…Without Getting Drawn Into It
Holidays have always been emotionally loaded times; but everything that’s been happening in the world seems to have escalated the overload level in the past couple of years… Many of us find ourselves caught between wanting to have a good time with family during the supposedly cheerful holiday season, and having a gloomy idea of what that’s really going to look like…
All of us have issues to work through and resolve; however, it’s also true that some family members and close friends seem to bring more than their share of drama to the table. If we’re able to avoid getting together with people who need their fix of DDD (Daily Dose of Drama) to survive, and who tend to suck the energy right out of the room and trigger us in the process, sometimes that can be the best option. But this might not be possible without avoiding the rest of the family, or creating more issues and drama ourselves. In that case, those necessary encounters can always be used as opportunities to continue healing issues and improving ourselves, as follows:
- We can learn how to process our own emotions. Everything that happens to us reflects or mirrors something that we’re either reflecting back, or that needs more understanding and deeper healing within ourselves. Observing our triggered emotions and learning to express them constructively in a safe space are the first steps in the process of re-framing, healing and releasing them. Sometimes, professional guidance may be necessary.
- We can watch and avoid repeating old patterns of behavior. When we are with family with whom we still have unresolved issues, we tend to fall back into the same old patterns we’ve been repeating with them for a long time. Rather than falling into that same trap for the umpteenth time, we can choose to observe and deconstruct those patterns. Before reacting to a family member who did something to trigger us, let’s stop and think: Have I acted out or reacted in a similar way to the same person or situation before? How did that work out for everyone involved? Was it really worth it? If not, why would I want to do the same thing again? What can I do differently this time? At any given moment, we all have the choice to react to an old issue in a completely renewed (and hopefully more effective and constructive) way. Sometimes the answer is simply to not engage. Believe me, that takes a whole lot more discernment, sensitivity, perception and courage than acting out, reacting or overreacting in the usual manner.
- We can draw strong boundaries. Even if we have to be in the same place with someone we have issues with, that doesn’t mean that we have to engage or allow ourselves to be energetically and emotionally engaged by that person; we can still exchange polite greetings and partake in casual conversation without being dragged into the drama vortex.

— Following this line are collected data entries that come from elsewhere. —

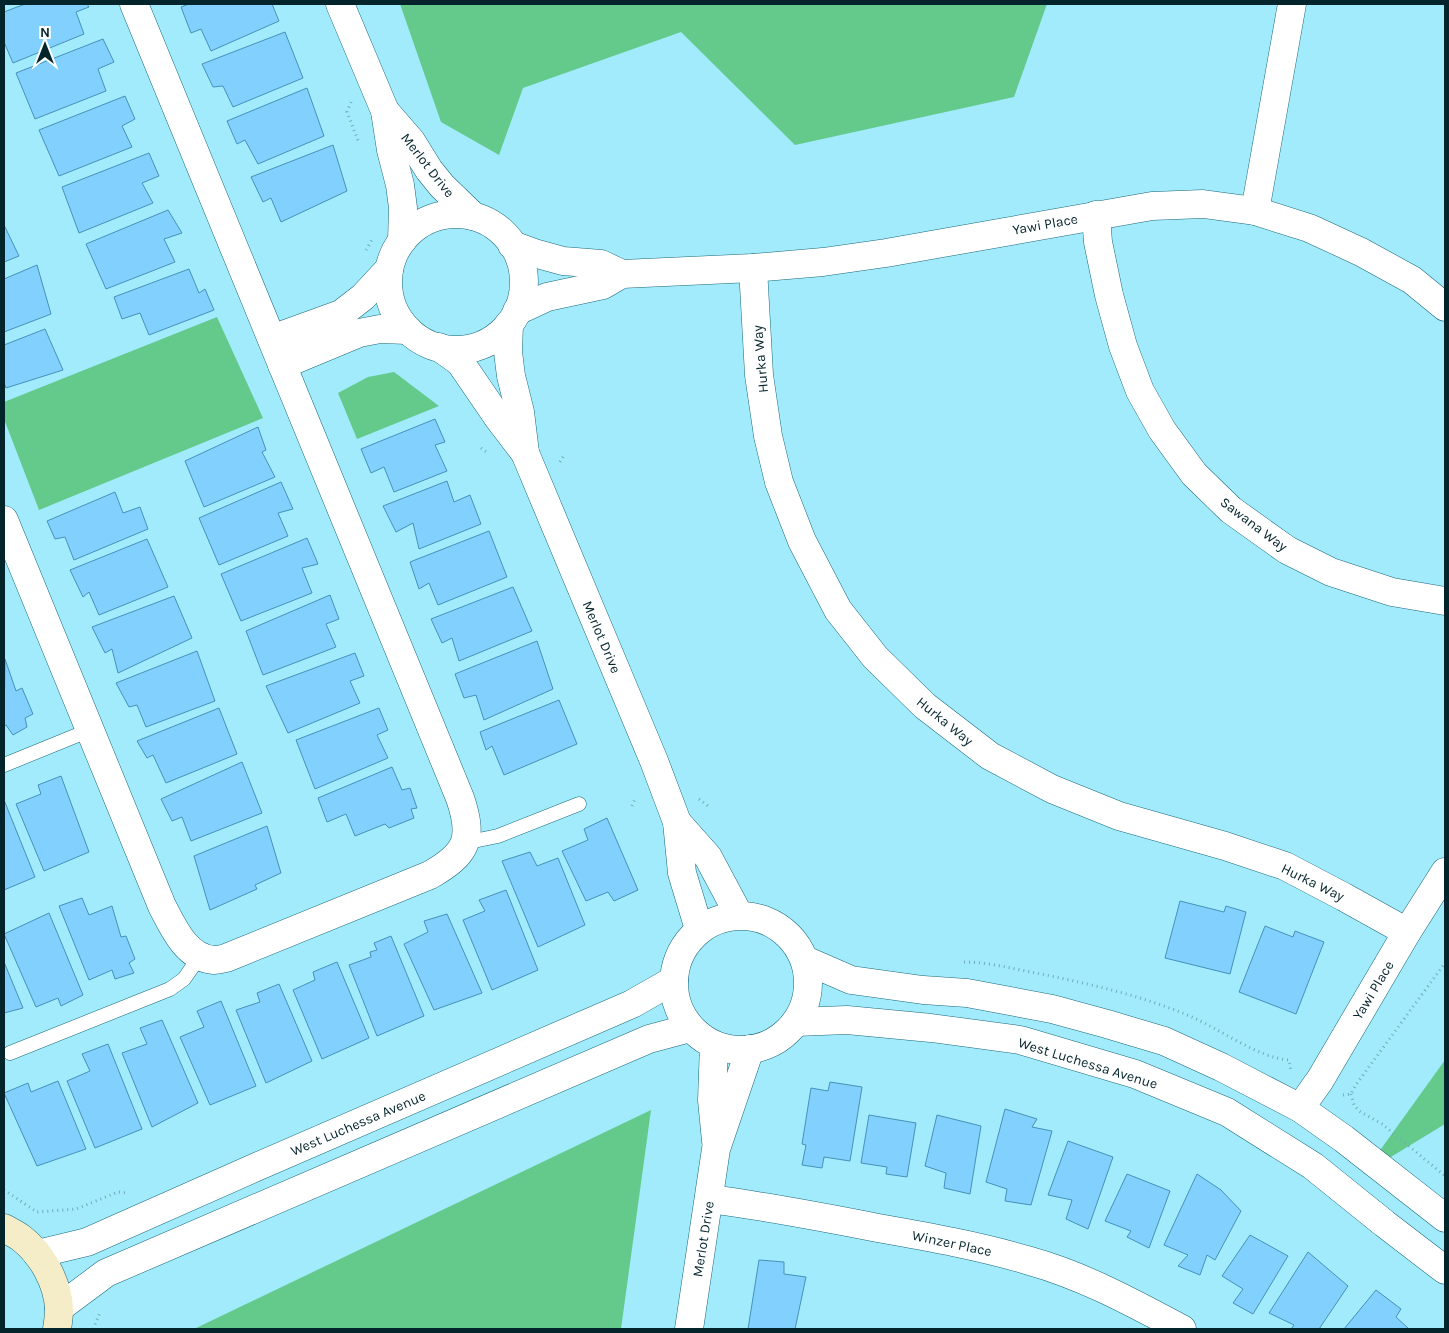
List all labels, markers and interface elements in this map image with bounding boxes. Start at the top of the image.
north arrow [20,20,70,70]
text: N [40,24,50,41]
street label: Merlot Drive [397,130,458,201]
street label: Yawi Place [1011,210,1079,239]
street label: Hurka Way [749,324,772,394]
street label: Sawana Way [1217,494,1291,555]
street label: Merlot Drive [579,598,624,676]
street label: Hurka Way [913,693,977,750]
street label: Hurka Way [1278,860,1348,905]
street label: Yawi Place [1349,958,1398,1023]
street label: West Luchessa Avenue [1016,1034,1160,1093]
street label: West Luchessa Avenue [288,1087,428,1160]
street label: Merlot Drive [689,1200,718,1278]
street label: Winzer Place [910,1227,993,1260]

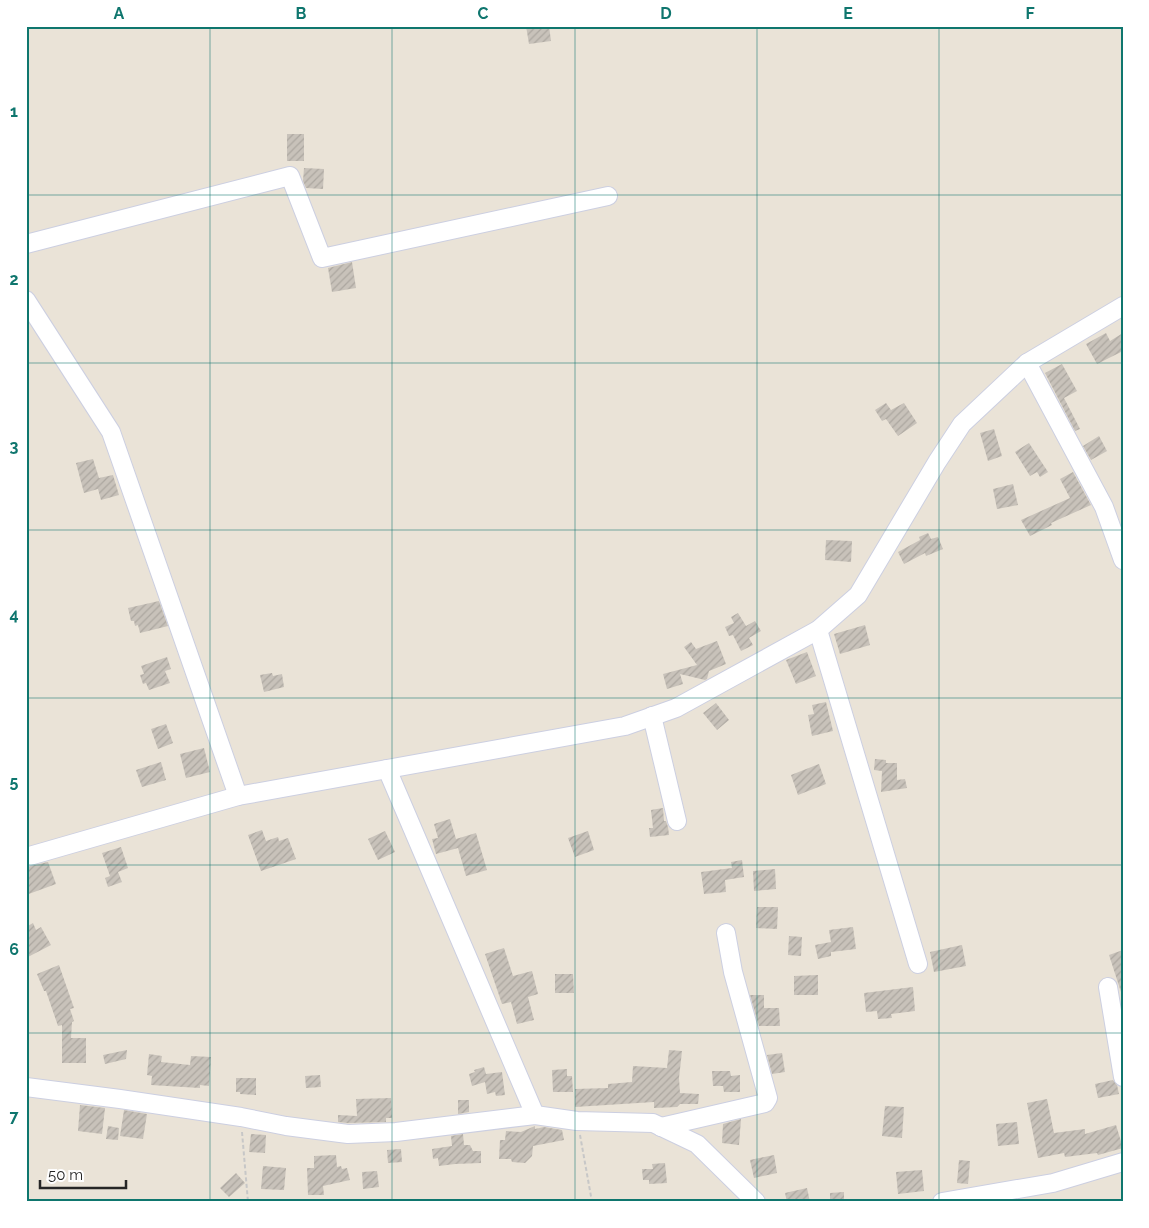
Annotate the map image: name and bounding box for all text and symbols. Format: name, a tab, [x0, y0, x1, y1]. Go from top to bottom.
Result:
text: A	[114, 4, 125, 23]
text: B	[296, 4, 307, 23]
text: C	[478, 4, 489, 23]
text: D	[660, 4, 672, 23]
text: E	[843, 4, 853, 23]
text: F	[1025, 4, 1035, 23]
text: 1	[10, 102, 18, 121]
text: 2	[9, 270, 19, 289]
text: 3	[10, 437, 19, 456]
text: 4	[9, 605, 19, 624]
text: 5	[10, 772, 19, 791]
text: 6	[9, 940, 19, 959]
text: 7	[10, 1107, 19, 1126]
scale bar	[40, 1158, 126, 1190]
text: 50 m	[48, 1166, 83, 1184]

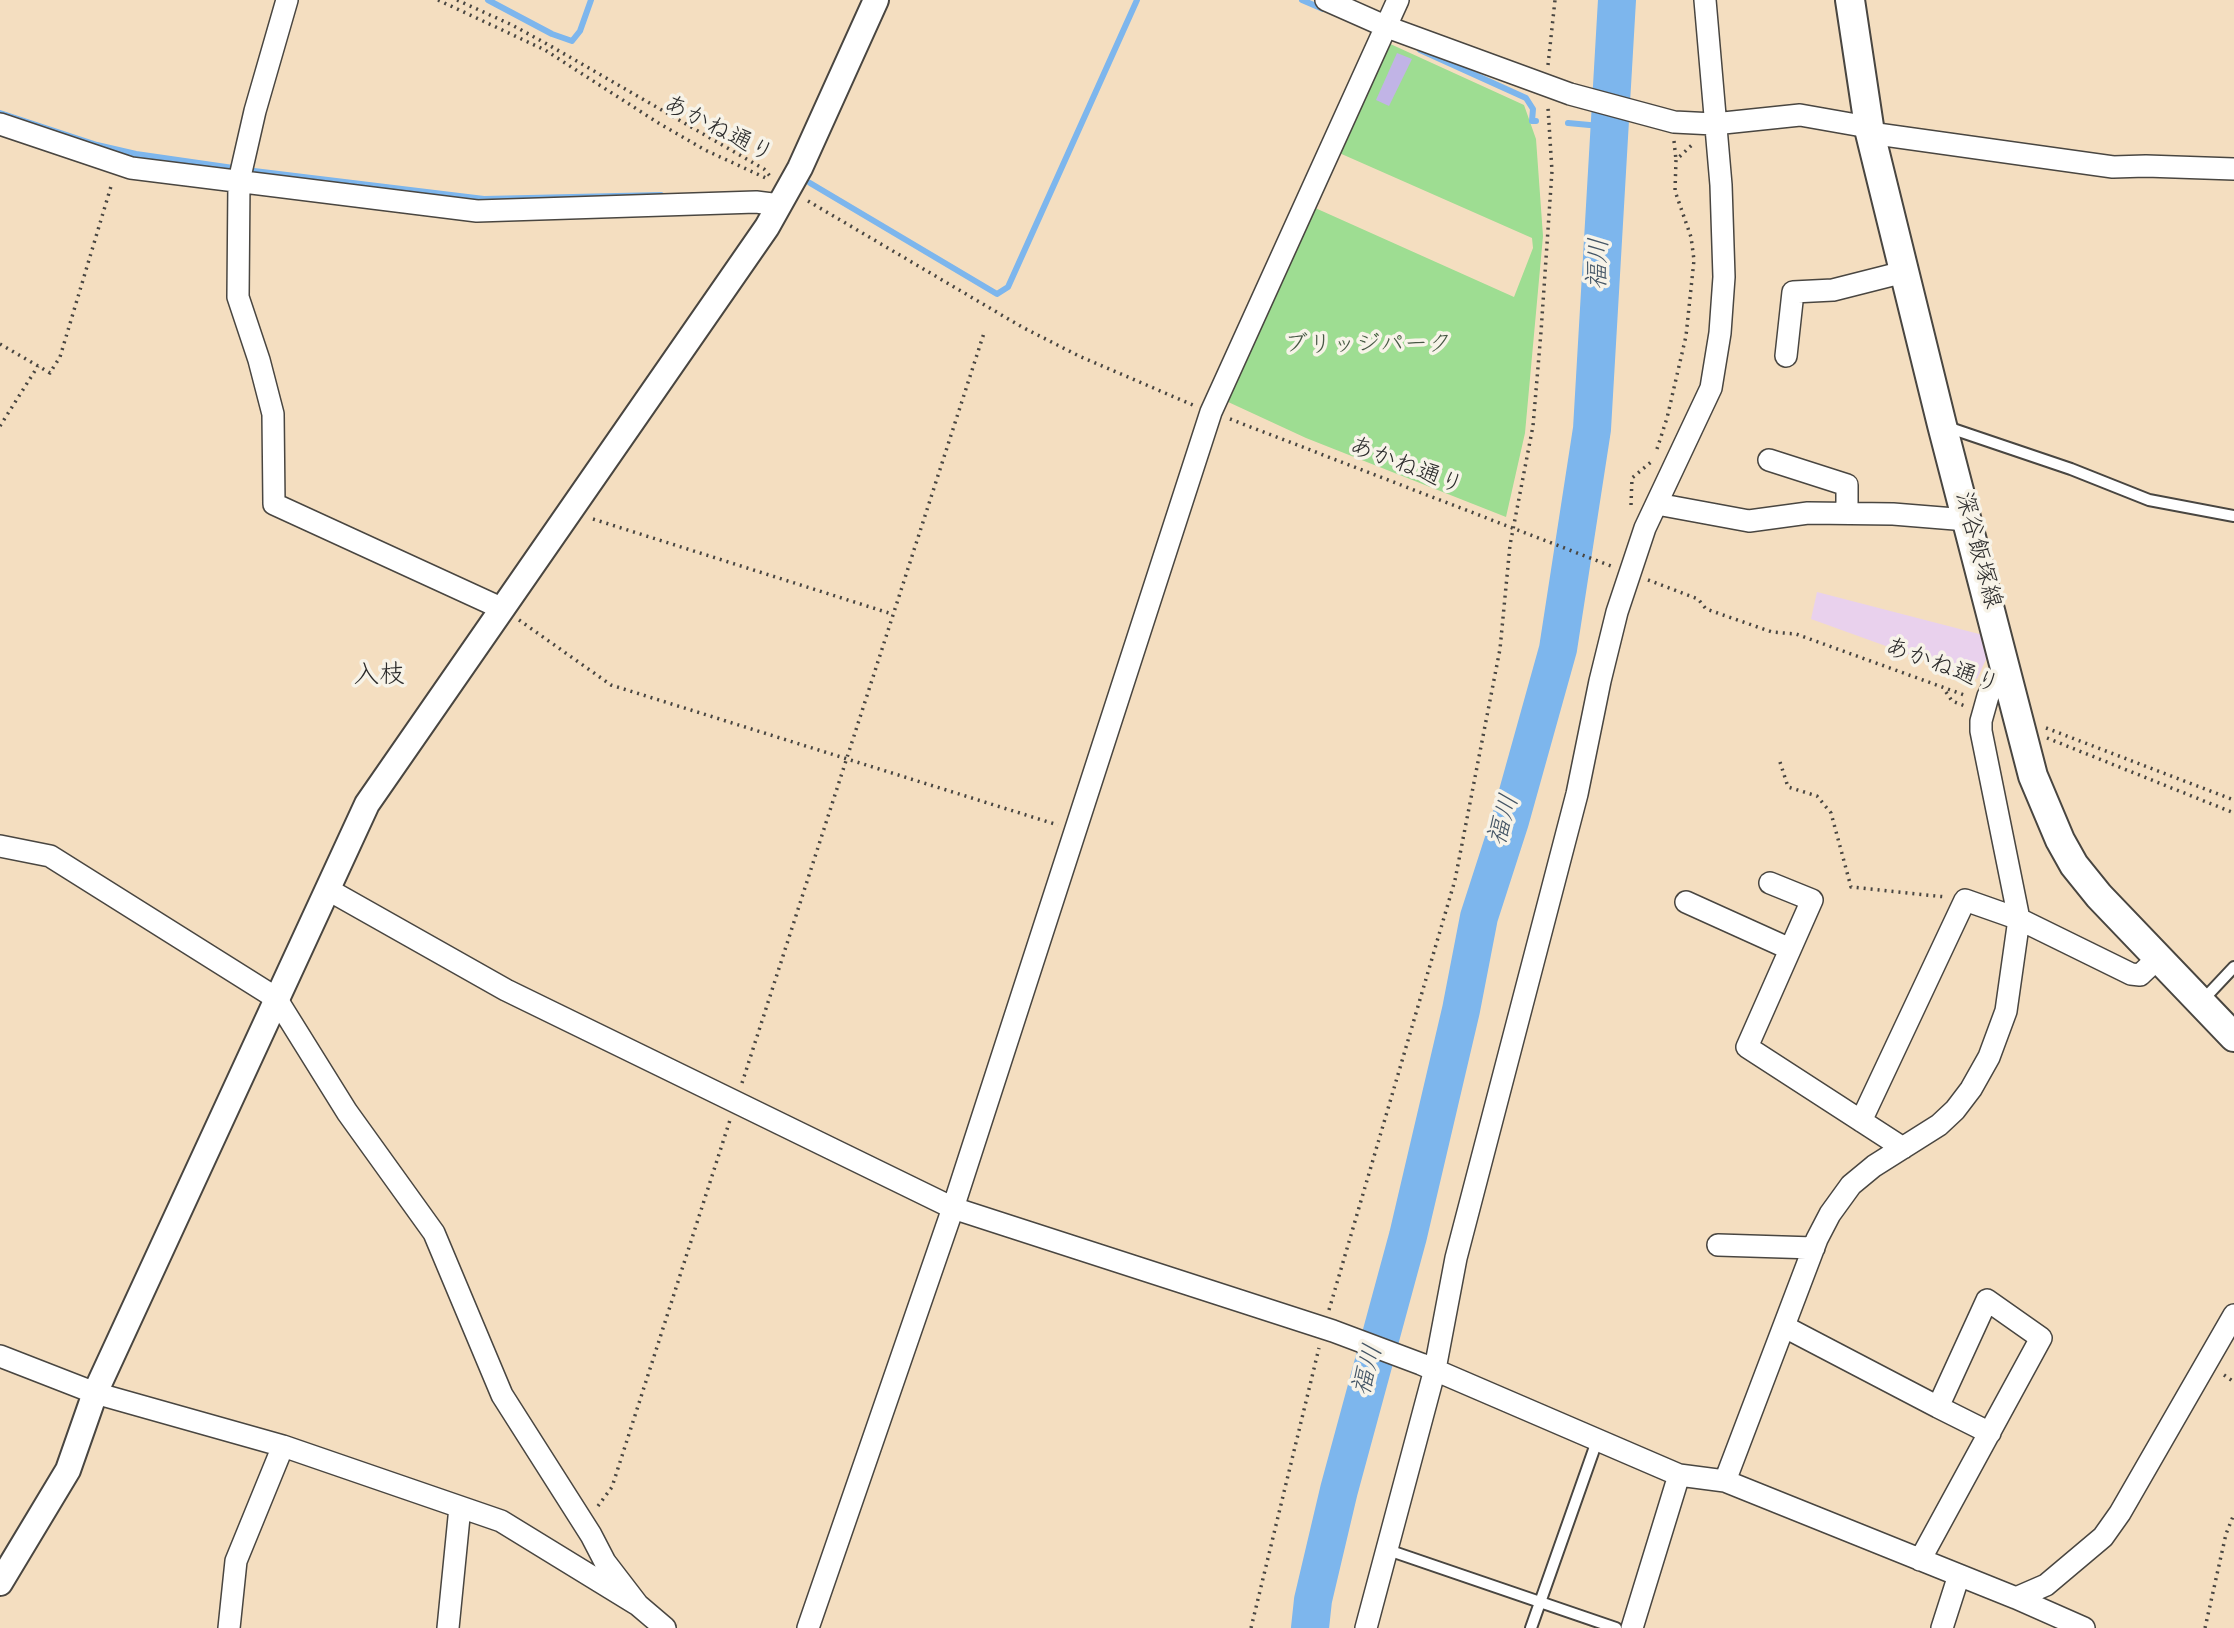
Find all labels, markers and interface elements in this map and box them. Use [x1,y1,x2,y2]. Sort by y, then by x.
street label: あかね通り [657,92,777,172]
water label: 福川 [1585,237,1619,291]
park label: ブリッジパーク [1284,334,1452,362]
street label: あかね通り [1344,434,1466,504]
street label: 深谷飯塚線 [1946,489,2004,613]
street label: あかね通り [1880,635,2002,703]
district label: 入枝 [353,662,405,694]
water label: 福川 [1485,792,1529,850]
water label: 福川 [1349,1342,1393,1400]

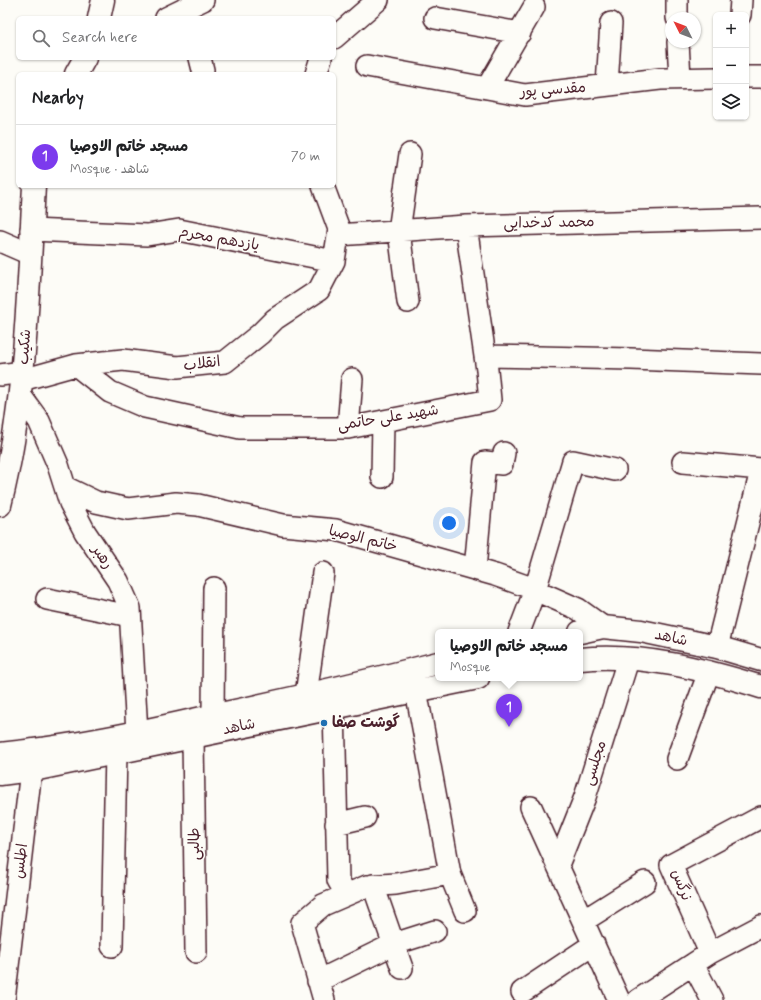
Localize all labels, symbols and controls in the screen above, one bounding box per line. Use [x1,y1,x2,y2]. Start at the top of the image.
north arrow [665,12,701,48]
map controls [713,12,749,120]
button: + [713,12,749,48]
search box [16,16,336,60]
icon: search [30,27,52,49]
text: Search here [62,28,138,48]
button: − [713,48,749,84]
street label: مقدسی پور [518,78,587,102]
button: layers [713,84,749,120]
text: Nearby [32,87,84,109]
text: مسجد خاتم الاوصیا [70,137,188,157]
text: 1 [42,148,48,165]
text: 70 m [291,148,320,165]
text: Mosque · شاهد [70,161,149,178]
street label: محمد کدخدایی [503,212,595,234]
street label: یازدهم محرم [177,222,261,257]
street label: شکیب [14,328,36,366]
street label: انقلاب [182,352,222,376]
street label: شهید علی حاتمی [336,400,440,436]
your location [439,513,459,533]
street label: خاتم الوصیا [326,521,399,558]
street label: رهبر [85,539,117,573]
street label: شاهد [653,625,689,651]
popup [435,629,583,681]
text: مسجد خاتم الاوصیا [450,637,568,657]
text: Mosque [450,659,491,676]
pin: 1 [496,694,522,727]
place label: گوشت صفا [332,712,400,733]
street label: شاهد [221,714,257,740]
marker: گوشت صفا [319,718,329,728]
street label: مجلسی [578,738,612,788]
street label: طالبی [185,827,205,861]
street label: اطلس [9,842,33,880]
street label: نرگس [666,866,696,904]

- We can find a quiet place and connect with our inner voice or guidance, giving ourselves a break to reset, recharge and refocus before dealing with the person(s) or situation again.
- We can approach people and situations with caution, rather than fear. After being burned by the same people and situations over and over, it’s a normal reaction to start fearing and expecting the worst of any form of engagement. However, the “fear” language comes from the ego and just brings more of the same, along with its siblings, anger, resentment, paranoia, etc. On the other hand, the language of love only begets more love. Love always wins. Of course, that doesn’t mean that we’re supposed to just go out there and expose ourselves to harmful and hurtful people and situations. But even choosing to be cautions from a place of love and compassion is more positive and constructive than anything that comes from a place of fear.
- We can choose to not intentionally harm or hurt. That can be tempting, if we’ve been repeatedly harmed or hurt ourselves. Ultimately, though, we carry the energetic load of what we’ve done to others much more heavily than that of what’s been done to us. And who needs that kind of karma?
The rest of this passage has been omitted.